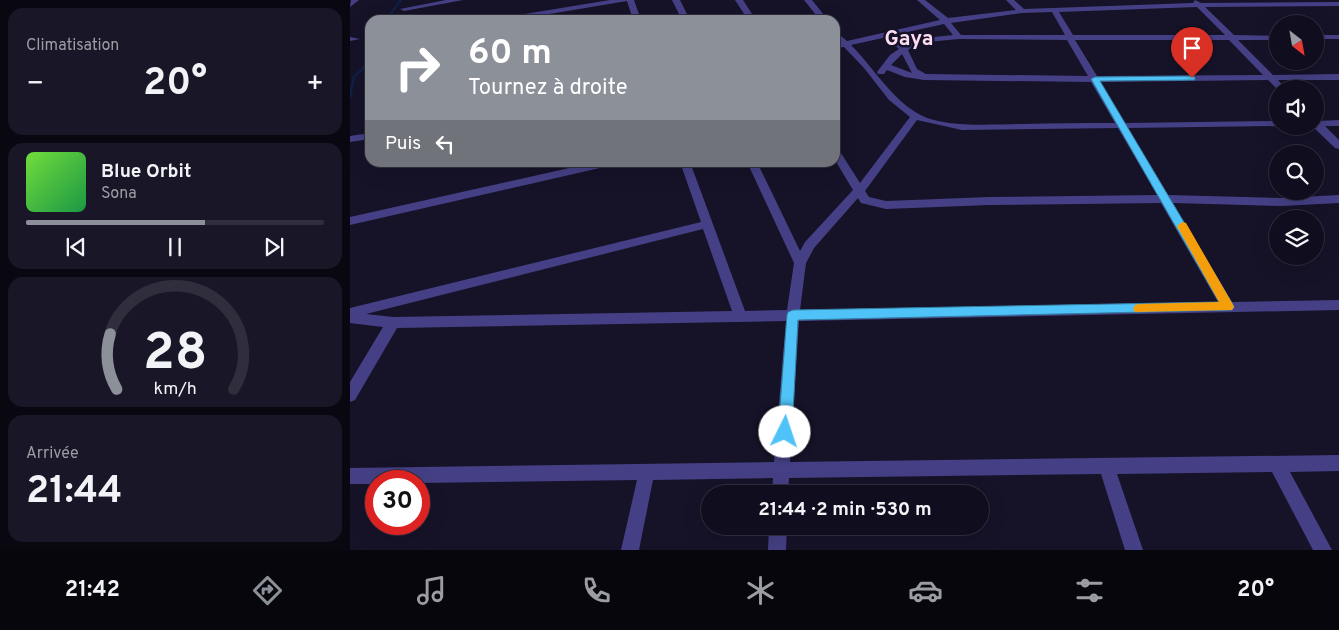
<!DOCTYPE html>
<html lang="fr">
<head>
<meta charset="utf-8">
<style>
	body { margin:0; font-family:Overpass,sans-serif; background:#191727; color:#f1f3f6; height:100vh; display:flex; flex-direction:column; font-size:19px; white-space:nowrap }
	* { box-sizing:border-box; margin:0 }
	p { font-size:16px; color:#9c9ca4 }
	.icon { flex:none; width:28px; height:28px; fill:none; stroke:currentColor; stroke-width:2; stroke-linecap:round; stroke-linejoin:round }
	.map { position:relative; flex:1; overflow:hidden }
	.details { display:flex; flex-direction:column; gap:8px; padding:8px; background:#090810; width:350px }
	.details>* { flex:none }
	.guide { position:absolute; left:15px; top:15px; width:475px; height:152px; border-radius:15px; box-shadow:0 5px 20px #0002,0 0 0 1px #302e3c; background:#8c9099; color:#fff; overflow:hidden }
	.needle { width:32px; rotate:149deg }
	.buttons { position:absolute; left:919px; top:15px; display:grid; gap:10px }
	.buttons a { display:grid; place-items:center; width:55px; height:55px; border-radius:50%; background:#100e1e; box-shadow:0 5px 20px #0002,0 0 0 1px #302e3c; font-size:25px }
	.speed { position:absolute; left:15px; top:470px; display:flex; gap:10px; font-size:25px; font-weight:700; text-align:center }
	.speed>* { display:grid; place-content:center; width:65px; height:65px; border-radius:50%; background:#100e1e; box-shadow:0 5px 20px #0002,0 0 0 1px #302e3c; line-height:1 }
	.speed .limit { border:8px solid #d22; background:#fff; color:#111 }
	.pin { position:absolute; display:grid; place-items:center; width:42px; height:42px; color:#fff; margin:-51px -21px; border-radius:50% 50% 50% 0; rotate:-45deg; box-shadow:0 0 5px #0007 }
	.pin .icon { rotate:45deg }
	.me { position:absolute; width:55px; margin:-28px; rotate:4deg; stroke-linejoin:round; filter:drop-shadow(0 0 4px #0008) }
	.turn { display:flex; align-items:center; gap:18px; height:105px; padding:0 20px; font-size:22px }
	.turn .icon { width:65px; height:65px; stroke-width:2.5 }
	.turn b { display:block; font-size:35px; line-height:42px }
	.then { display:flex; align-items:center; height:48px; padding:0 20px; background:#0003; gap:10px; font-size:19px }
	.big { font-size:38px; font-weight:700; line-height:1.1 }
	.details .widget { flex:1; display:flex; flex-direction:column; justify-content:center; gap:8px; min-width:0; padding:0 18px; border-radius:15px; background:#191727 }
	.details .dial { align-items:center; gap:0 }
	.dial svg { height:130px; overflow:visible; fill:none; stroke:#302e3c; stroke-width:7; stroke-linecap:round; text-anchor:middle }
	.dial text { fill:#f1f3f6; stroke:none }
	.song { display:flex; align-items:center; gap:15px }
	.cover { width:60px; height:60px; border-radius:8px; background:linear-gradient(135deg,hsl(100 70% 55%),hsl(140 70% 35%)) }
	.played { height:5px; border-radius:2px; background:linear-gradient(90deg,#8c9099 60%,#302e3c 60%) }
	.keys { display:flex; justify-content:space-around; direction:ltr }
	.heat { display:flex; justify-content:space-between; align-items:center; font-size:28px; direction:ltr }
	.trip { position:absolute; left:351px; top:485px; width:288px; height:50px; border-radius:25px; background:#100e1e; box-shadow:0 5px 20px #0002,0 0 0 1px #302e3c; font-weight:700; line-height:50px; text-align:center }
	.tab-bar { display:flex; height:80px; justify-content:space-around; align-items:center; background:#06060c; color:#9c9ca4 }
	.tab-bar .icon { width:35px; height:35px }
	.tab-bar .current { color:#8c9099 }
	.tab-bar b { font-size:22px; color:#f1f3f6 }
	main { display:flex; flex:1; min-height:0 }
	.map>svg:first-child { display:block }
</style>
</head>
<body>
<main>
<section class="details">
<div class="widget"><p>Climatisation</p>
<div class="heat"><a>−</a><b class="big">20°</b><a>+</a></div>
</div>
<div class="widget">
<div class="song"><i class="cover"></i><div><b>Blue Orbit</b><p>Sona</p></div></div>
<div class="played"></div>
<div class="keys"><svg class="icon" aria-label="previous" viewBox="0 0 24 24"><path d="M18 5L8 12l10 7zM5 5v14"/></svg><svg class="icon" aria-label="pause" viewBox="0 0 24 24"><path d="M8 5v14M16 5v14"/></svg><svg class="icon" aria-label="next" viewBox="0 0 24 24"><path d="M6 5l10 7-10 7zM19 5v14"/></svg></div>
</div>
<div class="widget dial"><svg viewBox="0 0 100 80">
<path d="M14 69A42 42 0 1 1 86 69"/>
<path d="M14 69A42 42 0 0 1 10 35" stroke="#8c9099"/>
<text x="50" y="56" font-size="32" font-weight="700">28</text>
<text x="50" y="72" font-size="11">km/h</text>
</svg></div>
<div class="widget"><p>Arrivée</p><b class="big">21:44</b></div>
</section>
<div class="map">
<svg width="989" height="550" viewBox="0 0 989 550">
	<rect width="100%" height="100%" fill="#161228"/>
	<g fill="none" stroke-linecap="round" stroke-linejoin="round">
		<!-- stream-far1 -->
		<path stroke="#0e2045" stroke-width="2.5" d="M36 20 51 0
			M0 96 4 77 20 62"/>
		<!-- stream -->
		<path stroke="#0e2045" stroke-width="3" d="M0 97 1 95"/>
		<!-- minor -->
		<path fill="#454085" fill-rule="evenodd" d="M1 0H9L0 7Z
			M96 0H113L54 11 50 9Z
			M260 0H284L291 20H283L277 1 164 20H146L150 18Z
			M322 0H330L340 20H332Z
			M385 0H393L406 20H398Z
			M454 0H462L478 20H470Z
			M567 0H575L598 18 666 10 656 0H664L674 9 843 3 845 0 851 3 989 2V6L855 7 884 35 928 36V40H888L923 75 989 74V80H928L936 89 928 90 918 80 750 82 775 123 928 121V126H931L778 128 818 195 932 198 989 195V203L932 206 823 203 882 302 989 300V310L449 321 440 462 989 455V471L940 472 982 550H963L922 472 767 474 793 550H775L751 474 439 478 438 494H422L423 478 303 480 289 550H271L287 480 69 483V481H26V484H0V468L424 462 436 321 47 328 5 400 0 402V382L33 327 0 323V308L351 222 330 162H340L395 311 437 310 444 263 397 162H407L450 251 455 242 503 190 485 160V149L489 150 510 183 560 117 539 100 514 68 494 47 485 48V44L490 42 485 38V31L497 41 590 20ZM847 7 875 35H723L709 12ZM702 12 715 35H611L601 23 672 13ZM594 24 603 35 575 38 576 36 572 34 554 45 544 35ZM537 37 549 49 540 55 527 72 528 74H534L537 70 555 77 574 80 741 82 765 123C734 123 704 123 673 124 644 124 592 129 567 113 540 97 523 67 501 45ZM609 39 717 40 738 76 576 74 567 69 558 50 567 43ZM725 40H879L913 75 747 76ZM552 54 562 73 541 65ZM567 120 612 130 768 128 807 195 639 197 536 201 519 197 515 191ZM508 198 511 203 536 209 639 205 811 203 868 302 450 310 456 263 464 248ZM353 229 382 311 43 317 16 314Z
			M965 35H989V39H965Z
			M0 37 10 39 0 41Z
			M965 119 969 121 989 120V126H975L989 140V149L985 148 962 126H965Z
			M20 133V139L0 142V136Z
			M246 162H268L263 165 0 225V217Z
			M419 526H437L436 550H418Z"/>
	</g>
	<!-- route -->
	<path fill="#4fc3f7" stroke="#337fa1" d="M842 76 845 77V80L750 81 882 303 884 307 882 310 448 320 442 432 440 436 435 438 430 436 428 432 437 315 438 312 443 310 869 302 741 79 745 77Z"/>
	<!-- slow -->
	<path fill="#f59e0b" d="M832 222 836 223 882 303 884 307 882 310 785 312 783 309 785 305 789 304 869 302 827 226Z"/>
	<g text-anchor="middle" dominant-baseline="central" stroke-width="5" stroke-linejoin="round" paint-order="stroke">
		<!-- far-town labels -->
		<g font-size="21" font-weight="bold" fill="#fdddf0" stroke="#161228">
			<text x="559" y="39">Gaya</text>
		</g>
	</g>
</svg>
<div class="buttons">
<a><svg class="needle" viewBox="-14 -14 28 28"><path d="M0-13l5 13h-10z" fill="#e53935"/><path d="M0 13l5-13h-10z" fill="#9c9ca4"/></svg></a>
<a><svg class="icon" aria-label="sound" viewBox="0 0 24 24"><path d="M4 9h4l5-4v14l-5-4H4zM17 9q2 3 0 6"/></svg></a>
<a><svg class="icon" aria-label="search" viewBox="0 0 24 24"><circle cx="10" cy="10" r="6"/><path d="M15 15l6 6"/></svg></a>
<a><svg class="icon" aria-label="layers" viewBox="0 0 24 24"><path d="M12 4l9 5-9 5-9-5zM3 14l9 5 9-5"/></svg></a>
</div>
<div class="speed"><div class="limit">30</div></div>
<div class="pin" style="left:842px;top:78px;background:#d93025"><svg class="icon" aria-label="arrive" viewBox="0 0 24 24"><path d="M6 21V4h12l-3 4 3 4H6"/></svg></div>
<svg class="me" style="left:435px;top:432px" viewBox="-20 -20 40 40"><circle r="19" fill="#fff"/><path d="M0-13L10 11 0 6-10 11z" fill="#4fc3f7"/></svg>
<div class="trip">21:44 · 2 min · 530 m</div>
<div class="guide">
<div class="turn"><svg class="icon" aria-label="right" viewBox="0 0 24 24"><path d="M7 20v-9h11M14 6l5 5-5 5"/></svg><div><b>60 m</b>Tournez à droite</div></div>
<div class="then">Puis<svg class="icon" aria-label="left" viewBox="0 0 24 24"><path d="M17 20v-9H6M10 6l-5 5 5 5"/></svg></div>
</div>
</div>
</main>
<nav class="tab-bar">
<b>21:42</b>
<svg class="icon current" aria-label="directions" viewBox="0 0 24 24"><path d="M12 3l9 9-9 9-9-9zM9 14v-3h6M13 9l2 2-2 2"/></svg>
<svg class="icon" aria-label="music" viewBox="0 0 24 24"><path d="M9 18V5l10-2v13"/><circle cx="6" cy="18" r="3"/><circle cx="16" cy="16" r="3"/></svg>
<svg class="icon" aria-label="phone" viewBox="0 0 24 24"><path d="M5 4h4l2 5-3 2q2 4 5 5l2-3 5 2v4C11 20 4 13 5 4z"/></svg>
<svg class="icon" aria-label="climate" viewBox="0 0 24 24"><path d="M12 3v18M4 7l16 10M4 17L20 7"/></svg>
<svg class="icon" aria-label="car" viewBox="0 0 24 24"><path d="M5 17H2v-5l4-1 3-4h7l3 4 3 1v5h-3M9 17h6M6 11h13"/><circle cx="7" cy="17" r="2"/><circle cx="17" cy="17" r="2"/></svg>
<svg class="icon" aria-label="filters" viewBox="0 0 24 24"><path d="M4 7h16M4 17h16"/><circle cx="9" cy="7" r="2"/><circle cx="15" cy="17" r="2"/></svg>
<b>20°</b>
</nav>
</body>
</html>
####
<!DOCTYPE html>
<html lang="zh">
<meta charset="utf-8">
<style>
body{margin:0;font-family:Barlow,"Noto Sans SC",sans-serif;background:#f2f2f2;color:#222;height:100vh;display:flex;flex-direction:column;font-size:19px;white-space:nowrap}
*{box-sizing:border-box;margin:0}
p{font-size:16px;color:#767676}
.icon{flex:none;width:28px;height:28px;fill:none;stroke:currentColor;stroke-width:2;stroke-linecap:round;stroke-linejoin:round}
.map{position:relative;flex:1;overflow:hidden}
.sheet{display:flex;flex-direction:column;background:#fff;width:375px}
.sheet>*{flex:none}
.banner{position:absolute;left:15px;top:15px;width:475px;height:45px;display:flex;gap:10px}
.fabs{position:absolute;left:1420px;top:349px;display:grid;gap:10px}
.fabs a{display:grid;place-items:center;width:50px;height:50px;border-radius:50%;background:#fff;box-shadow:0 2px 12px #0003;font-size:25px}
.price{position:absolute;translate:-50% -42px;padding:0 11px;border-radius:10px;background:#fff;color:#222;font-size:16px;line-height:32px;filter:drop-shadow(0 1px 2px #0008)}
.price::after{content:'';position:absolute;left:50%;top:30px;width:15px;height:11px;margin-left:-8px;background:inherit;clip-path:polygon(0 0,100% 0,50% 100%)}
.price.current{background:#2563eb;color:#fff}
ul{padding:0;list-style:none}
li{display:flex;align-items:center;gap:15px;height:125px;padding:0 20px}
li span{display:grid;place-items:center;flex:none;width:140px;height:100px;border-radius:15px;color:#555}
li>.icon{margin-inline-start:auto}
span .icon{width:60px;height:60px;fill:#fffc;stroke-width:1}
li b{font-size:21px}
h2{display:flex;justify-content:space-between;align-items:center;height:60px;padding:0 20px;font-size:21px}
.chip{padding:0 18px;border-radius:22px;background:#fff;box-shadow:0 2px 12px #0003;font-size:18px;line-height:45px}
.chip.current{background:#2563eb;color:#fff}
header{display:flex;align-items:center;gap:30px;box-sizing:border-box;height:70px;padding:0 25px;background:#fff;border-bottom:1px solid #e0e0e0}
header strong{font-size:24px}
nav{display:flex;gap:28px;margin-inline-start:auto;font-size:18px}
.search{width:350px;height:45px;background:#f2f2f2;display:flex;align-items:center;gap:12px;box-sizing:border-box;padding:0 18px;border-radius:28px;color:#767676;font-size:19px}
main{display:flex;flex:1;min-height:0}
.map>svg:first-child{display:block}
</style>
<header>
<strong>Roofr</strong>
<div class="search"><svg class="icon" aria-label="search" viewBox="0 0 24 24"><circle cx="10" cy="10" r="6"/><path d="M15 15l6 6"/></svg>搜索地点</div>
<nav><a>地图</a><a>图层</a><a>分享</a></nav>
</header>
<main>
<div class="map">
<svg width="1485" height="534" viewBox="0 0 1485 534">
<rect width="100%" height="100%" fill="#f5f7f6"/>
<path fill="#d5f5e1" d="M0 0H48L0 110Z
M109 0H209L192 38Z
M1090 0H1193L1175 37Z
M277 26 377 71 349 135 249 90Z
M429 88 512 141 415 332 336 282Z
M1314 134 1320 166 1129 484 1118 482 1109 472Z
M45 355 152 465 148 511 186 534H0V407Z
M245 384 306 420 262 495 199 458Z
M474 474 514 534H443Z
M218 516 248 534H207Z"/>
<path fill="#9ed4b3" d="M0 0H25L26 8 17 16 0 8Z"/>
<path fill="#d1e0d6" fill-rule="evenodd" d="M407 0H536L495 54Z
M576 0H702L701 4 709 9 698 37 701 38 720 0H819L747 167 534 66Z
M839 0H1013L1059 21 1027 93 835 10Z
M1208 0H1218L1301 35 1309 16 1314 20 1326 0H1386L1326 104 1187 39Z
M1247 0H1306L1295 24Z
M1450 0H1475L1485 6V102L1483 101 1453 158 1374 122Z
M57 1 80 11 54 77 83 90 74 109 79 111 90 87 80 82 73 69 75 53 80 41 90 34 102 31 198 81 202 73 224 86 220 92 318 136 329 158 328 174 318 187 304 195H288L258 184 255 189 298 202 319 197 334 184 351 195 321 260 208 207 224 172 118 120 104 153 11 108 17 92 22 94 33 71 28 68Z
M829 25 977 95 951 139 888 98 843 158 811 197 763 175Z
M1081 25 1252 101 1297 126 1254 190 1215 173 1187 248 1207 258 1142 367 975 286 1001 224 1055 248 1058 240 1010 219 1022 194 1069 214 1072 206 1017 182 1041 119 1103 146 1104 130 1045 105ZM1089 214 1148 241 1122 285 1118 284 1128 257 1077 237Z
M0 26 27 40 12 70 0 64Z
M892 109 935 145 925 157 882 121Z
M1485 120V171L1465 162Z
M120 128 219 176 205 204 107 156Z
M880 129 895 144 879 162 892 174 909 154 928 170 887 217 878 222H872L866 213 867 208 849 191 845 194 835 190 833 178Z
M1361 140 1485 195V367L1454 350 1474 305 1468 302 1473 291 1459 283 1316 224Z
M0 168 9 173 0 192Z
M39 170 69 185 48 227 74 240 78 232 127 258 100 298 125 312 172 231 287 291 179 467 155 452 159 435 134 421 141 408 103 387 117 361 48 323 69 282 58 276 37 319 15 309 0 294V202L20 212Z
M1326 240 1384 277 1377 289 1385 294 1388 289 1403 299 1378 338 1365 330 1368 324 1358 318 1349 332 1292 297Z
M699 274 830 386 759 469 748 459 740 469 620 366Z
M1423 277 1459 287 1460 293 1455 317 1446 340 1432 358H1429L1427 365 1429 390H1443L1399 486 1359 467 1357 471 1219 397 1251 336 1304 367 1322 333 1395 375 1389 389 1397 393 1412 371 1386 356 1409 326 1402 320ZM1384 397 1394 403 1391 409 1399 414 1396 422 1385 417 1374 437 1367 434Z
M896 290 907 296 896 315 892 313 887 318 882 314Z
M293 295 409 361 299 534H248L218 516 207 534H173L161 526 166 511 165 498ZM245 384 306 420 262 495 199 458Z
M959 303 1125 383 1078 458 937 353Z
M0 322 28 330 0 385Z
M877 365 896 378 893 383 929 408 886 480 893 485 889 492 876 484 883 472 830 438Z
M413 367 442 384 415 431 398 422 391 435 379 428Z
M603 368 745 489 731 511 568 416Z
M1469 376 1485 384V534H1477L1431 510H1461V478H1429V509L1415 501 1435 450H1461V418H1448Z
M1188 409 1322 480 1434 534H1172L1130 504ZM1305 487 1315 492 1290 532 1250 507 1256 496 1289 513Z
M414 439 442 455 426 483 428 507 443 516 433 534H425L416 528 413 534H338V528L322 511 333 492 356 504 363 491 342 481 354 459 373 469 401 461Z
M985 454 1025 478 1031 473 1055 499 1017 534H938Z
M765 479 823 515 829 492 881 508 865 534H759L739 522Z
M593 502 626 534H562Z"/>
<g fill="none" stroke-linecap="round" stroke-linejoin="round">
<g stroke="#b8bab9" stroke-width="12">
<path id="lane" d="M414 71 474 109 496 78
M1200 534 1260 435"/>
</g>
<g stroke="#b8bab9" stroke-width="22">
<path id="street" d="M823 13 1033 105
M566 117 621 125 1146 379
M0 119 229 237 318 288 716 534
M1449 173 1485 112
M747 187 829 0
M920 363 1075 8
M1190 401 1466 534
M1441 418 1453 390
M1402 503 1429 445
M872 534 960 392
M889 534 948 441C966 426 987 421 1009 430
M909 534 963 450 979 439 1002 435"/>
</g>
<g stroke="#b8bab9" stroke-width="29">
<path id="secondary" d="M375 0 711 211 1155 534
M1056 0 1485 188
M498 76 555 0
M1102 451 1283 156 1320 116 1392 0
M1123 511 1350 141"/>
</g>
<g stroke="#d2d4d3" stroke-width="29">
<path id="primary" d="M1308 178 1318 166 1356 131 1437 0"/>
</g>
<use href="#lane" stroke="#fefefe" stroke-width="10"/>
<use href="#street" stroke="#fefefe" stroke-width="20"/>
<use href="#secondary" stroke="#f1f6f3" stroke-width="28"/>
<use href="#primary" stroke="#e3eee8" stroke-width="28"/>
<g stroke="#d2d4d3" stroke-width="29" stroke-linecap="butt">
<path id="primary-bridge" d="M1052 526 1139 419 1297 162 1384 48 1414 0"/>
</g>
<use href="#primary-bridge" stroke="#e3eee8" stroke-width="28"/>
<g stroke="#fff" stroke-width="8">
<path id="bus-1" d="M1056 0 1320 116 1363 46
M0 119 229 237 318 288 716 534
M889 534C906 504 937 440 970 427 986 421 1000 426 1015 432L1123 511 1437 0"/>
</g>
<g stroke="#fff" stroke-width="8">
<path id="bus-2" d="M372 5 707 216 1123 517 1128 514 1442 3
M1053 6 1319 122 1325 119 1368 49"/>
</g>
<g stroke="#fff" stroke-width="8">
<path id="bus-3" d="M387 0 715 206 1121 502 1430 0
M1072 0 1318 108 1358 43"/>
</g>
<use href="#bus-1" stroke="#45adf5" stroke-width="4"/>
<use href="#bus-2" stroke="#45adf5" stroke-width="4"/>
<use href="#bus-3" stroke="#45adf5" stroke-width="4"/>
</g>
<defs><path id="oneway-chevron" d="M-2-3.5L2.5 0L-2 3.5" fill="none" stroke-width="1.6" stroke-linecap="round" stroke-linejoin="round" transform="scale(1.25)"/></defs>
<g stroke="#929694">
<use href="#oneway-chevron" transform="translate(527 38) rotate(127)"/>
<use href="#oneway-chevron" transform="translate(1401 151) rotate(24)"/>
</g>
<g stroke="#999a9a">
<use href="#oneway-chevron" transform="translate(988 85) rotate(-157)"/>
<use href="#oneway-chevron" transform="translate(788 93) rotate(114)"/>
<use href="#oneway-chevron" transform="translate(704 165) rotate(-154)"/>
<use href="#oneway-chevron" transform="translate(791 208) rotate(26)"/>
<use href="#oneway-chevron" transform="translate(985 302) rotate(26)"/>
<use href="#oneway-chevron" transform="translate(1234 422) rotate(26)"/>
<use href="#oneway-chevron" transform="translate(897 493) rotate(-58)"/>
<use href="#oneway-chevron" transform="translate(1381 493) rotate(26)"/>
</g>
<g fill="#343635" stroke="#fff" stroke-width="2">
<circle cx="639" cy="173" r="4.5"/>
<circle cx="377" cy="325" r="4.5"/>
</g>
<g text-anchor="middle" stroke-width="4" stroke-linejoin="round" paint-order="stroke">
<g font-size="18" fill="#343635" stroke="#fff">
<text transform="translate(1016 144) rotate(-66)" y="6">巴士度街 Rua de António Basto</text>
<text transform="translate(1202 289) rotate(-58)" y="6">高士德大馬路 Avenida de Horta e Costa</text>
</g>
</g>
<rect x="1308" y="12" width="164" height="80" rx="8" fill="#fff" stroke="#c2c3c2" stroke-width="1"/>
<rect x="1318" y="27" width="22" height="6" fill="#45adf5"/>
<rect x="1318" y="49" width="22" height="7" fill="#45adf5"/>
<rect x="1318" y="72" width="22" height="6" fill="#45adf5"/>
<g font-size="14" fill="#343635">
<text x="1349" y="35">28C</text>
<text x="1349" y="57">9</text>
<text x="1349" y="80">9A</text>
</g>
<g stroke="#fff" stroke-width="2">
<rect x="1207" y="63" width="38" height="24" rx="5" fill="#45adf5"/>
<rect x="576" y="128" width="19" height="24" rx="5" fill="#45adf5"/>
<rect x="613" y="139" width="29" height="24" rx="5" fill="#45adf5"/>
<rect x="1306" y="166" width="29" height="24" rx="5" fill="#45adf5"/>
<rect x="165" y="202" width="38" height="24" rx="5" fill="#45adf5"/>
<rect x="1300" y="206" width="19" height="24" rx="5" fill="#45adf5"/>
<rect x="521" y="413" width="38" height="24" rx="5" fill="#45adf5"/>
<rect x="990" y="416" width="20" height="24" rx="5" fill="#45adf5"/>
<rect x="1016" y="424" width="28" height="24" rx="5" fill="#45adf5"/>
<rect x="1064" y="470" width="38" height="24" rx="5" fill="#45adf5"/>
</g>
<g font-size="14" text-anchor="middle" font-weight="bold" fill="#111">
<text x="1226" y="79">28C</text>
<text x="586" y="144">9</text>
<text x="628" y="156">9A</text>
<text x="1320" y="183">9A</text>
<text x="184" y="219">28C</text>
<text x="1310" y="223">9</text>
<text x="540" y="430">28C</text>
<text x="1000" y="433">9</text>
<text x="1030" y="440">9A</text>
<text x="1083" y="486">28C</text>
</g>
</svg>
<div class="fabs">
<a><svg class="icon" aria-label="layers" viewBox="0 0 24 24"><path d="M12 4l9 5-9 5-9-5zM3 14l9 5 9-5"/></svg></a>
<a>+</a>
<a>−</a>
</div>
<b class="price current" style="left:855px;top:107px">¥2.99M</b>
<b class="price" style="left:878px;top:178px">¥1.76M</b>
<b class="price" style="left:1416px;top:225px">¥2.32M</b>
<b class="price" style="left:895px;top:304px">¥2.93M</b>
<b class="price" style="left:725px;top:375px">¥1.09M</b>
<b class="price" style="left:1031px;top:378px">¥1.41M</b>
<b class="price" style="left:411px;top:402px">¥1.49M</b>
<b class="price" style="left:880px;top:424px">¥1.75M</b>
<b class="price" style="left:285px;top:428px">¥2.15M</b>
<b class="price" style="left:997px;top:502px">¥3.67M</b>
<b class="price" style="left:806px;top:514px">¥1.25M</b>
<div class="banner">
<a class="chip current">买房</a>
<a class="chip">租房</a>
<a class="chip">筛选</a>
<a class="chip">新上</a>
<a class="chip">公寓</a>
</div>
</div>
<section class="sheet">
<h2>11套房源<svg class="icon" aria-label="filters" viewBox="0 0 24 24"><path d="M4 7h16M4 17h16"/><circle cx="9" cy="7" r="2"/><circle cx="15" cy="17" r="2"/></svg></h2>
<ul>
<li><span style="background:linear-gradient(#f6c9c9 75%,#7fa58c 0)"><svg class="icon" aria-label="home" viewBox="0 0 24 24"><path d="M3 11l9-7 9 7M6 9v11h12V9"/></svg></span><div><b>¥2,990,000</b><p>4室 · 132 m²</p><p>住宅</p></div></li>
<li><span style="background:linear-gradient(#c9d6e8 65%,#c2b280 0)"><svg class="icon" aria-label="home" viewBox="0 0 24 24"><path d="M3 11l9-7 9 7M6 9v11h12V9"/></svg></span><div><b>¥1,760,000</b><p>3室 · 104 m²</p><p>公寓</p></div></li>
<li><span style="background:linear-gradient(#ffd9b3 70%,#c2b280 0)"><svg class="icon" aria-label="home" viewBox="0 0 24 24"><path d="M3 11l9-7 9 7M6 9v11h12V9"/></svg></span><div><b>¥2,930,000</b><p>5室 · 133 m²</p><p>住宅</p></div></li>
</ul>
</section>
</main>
####
The problem:
Check each line of the listing above for the string "guide", then give how many lines have it. No other text.

Answer to the exercise:
2